[Opening Data supplied section]

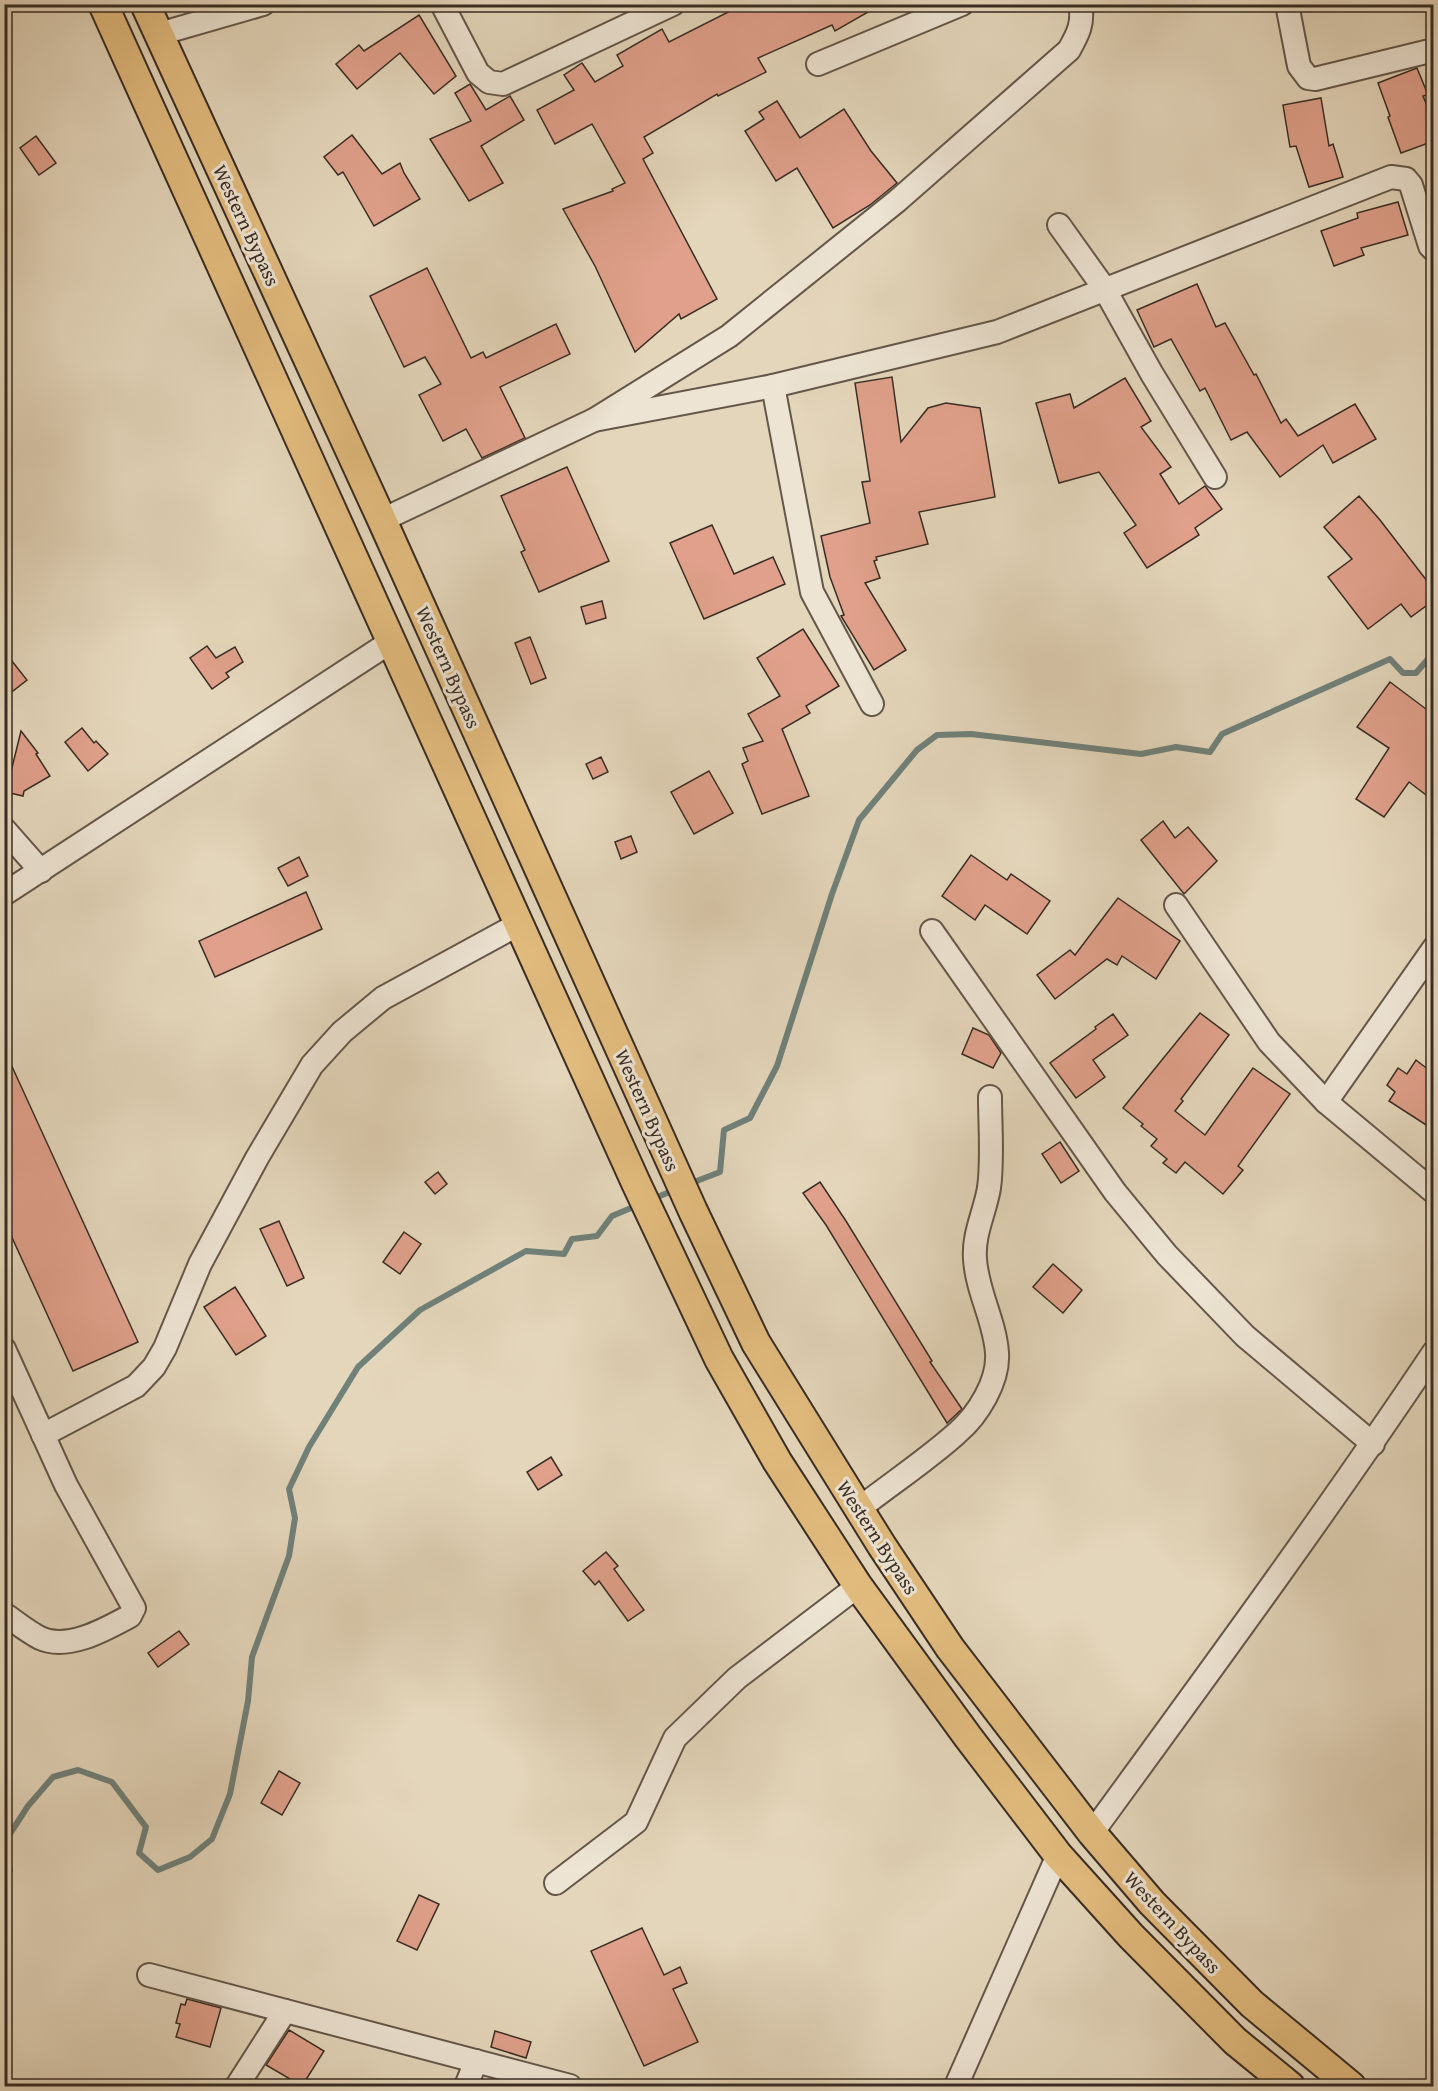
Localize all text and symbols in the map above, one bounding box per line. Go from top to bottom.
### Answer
street label: Western Bypass [206,159,288,291]
street label: Western Bypass [409,601,489,733]
street label: Western Bypass [608,1044,688,1176]
street label: Western Bypass [830,1474,926,1600]
street label: Western Bypass [1118,1864,1228,1980]

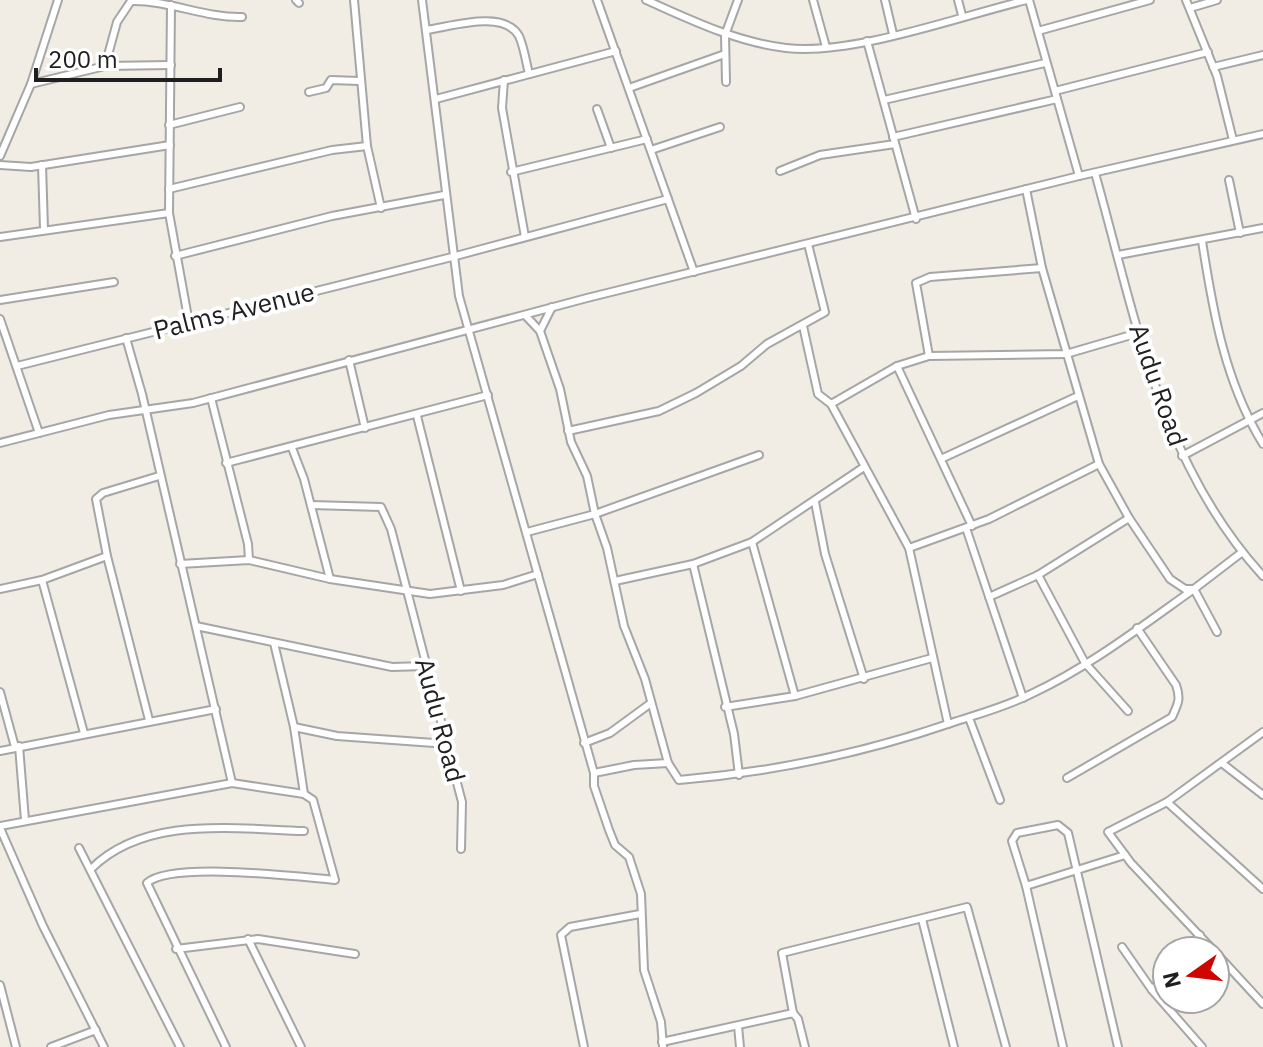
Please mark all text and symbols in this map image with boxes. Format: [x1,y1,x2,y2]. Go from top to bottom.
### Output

[Closing Data supplied section]

_Problem description_. Copy out the lines above in full and unaltered, apart from the pictures.

_Response below_.
Localize all text and symbols in the map above, one bounding box per line. Go from top to bottom.
### Answer
street label: Western Bypass [206,159,288,291]
street label: Western Bypass [409,601,489,733]
street label: Western Bypass [608,1044,688,1176]
street label: Western Bypass [830,1474,926,1600]
street label: Western Bypass [1118,1864,1228,1980]

Please mark all text and symbols in this map image with boxes. Format: [x1,y1,x2,y2]. Go from top to bottom.
### Output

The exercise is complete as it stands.